Bottom line: A quirky novel with a murder. A good read for fans of the Golden Age mystery era who are looking to add some more authors to their list.
Rating: Recommended if you are a fan of Golden Age mysteries.
Miss Lucy Pym, a popular English psychologist, is guest lecturer at a physical training college. The year’s term is nearly over, and Miss Pym — inquisitive and observant — detects a furtiveness in the behavior of one student during a final exam. She prevents the girl from cheating by destroying her crib notes. But Miss Pym’s cover-up of one crime precipitates another — a fatal “accident” that only her psychological theories can prove was really murder.
Reading something by Josephine Tey has been on my “to be read” list for a while – I’m a huge fan of other Golden Age mystery authors and she is ranked up there with Sayers, Christie, Allingham and Marsh (see a recommended reading list for those authors here). Tey has several standalone novels (as opposed to a series), so I picked this one because it was a) at my library and b) set in a college (I have a soft spot for the academic world).
It’s been a few days since I read this now, and I’m still trying to decide if I liked it. It is very different from a standard murder mystery, in fact, if I hadn’t read the blurb (which I think gives away too much), I wouldn’t have realized I was reading a murder mystery. You’re more than two thirds of the way through the book before anything unpleasant happens.
However, despite that, it was an enjoyable read. Miss Pym, the heroine, is a quirky but fun character, and the occasional humorous non sequitur reminded me a little bit of Douglas Adams humor. The setting in a women’s college and some of the themes throughout the book reminded me quite strongly of Gaudy Night (published in 1935 – just over a decade earlier), though it didn’t feel like a knockoff, just familiar.

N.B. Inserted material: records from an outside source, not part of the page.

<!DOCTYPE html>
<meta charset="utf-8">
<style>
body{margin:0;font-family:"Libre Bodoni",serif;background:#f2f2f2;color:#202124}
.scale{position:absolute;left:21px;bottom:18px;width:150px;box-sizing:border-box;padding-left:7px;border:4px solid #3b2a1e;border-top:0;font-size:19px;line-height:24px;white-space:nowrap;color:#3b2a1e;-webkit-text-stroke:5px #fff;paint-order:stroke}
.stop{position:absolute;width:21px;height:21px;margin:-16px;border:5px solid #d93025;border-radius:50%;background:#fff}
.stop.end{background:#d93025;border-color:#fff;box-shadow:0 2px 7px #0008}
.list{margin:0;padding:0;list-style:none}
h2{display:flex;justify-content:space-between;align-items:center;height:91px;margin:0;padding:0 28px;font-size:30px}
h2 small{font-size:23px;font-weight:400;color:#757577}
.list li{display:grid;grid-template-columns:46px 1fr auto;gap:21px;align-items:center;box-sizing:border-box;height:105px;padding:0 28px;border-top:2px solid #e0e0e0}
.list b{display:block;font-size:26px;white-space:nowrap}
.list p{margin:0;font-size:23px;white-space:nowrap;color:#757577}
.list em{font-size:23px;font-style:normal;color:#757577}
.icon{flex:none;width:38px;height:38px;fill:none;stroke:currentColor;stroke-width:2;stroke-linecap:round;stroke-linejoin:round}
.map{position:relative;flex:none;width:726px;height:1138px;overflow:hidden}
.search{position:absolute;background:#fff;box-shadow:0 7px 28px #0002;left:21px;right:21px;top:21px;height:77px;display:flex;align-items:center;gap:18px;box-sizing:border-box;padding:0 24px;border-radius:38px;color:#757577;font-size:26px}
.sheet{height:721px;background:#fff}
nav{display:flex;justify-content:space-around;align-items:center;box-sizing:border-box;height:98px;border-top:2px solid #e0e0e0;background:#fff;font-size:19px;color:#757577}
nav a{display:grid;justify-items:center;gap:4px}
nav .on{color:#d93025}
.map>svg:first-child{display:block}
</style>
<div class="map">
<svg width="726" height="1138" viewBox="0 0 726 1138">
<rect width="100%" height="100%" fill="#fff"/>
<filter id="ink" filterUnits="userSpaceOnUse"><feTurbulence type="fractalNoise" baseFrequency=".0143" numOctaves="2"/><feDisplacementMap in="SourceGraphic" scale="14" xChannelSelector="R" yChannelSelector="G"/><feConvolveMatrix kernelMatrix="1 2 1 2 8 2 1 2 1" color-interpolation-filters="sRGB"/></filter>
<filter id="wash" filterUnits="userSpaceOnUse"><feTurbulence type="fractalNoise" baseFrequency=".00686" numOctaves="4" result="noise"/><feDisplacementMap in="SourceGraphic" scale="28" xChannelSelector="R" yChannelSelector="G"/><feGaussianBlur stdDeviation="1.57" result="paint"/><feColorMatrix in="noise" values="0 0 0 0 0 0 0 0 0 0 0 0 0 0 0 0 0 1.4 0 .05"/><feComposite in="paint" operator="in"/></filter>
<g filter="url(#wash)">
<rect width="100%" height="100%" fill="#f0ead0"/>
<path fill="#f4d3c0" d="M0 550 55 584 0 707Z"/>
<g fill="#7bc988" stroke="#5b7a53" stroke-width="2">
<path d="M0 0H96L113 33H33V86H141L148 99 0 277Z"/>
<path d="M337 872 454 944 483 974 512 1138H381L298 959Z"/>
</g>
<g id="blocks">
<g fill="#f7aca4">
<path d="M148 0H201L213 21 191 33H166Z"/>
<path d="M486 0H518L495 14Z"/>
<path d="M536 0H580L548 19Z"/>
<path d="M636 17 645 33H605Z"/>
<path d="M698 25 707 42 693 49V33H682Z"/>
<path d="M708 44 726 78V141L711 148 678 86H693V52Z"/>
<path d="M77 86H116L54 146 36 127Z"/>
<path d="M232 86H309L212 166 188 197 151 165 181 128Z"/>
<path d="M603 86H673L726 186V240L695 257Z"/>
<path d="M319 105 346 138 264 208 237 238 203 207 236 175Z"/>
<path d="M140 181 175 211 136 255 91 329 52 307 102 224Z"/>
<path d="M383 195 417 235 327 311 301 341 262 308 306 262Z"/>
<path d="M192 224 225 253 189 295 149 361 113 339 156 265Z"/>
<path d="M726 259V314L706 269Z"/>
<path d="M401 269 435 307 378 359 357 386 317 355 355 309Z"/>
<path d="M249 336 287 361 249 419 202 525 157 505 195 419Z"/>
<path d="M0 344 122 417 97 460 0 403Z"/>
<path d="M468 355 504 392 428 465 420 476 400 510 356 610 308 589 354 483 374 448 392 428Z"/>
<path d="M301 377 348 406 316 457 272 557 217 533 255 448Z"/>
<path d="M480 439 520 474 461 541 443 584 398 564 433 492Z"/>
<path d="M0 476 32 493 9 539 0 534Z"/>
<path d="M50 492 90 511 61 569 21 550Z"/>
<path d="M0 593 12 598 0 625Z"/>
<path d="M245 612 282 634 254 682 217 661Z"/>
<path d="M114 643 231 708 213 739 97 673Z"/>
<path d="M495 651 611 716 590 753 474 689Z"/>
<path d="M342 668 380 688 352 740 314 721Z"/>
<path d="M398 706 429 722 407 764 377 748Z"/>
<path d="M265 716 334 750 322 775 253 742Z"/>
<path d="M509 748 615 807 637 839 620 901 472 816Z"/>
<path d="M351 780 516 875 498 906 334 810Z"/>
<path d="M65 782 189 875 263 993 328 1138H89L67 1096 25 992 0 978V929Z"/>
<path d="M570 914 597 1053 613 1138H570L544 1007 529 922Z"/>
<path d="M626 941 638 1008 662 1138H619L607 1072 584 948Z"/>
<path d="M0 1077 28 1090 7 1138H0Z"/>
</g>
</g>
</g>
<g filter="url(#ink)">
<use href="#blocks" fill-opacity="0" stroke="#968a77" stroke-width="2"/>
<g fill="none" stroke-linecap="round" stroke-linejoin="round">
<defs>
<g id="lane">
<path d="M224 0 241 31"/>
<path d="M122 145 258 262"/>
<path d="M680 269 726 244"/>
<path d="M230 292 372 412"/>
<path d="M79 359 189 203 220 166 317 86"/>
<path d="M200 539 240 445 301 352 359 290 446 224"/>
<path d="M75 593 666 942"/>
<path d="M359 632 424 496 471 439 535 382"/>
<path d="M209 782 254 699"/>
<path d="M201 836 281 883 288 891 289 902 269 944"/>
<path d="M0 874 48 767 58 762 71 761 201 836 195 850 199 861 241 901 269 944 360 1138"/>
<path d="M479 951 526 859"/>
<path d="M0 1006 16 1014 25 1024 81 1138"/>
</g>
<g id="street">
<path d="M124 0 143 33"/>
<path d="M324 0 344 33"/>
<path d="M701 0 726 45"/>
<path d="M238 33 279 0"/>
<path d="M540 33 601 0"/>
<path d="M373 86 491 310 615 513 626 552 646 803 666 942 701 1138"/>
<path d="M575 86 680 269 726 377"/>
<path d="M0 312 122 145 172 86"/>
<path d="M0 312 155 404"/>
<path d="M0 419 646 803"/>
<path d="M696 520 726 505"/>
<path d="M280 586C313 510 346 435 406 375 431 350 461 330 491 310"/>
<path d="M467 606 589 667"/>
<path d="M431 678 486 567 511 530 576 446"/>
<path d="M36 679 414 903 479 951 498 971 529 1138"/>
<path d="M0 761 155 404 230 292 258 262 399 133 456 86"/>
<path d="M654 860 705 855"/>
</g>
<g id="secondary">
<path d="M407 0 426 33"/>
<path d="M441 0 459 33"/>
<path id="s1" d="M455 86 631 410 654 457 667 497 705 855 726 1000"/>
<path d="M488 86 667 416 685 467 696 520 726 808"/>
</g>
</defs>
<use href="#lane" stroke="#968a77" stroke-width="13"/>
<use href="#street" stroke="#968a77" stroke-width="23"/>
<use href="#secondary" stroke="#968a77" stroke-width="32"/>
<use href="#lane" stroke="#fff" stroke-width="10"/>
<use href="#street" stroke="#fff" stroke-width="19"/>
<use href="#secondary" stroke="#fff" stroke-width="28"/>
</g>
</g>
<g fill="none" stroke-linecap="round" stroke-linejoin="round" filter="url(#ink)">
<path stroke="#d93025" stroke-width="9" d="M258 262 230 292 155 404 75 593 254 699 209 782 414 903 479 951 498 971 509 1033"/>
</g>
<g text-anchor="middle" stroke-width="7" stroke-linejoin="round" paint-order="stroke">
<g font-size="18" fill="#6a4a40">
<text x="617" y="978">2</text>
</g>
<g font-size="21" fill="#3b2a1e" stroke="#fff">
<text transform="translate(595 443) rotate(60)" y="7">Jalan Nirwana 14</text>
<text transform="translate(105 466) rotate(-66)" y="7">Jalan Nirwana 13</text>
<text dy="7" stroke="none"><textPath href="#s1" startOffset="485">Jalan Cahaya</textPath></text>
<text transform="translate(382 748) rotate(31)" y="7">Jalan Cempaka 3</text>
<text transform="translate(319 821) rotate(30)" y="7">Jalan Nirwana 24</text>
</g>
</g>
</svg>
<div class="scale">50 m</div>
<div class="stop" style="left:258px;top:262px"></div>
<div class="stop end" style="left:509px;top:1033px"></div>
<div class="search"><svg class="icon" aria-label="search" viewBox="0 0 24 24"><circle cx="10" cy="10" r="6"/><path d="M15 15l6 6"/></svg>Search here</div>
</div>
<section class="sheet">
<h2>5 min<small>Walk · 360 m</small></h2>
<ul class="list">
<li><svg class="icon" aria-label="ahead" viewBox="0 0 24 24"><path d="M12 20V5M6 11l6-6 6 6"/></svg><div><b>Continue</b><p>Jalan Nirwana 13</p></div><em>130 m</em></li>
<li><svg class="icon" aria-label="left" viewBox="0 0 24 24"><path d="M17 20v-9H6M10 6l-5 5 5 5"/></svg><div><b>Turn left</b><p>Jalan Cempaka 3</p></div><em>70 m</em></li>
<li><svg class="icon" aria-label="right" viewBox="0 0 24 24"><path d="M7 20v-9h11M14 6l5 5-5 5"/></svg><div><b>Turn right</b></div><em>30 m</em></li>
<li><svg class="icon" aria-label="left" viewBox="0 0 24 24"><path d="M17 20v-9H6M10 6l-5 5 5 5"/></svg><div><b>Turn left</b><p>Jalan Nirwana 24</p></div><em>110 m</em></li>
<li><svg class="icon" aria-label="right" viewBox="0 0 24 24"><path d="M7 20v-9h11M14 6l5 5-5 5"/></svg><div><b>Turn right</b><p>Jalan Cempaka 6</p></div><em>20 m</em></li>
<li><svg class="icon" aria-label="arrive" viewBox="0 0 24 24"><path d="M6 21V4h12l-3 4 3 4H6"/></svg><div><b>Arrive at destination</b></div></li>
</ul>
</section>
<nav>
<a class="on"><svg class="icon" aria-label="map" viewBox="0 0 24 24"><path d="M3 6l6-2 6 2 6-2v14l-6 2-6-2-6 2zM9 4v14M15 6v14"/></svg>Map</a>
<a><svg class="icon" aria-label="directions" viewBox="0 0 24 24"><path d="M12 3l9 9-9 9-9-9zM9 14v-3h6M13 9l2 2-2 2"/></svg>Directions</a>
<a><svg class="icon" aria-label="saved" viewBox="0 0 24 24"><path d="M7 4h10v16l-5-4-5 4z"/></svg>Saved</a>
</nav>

As I said earlier, I’m not entirely sure that I liked it. I would certainly rank it below the other four authors previously mentioned. It didn’t follow the normal conventions of a mystery, which isn’t necessarily a bad thing, but it did take some recalibrating. I think I would read more Josephine Tey, but I’m in no hurry to run out and get another one. If we can borrow from the collegiate world, I would consider this a Golden Age 201 course – after you’ve taken Golden Age 101 (Sayers, Christie and so on) and want to pursue the subject, this would be a good next step.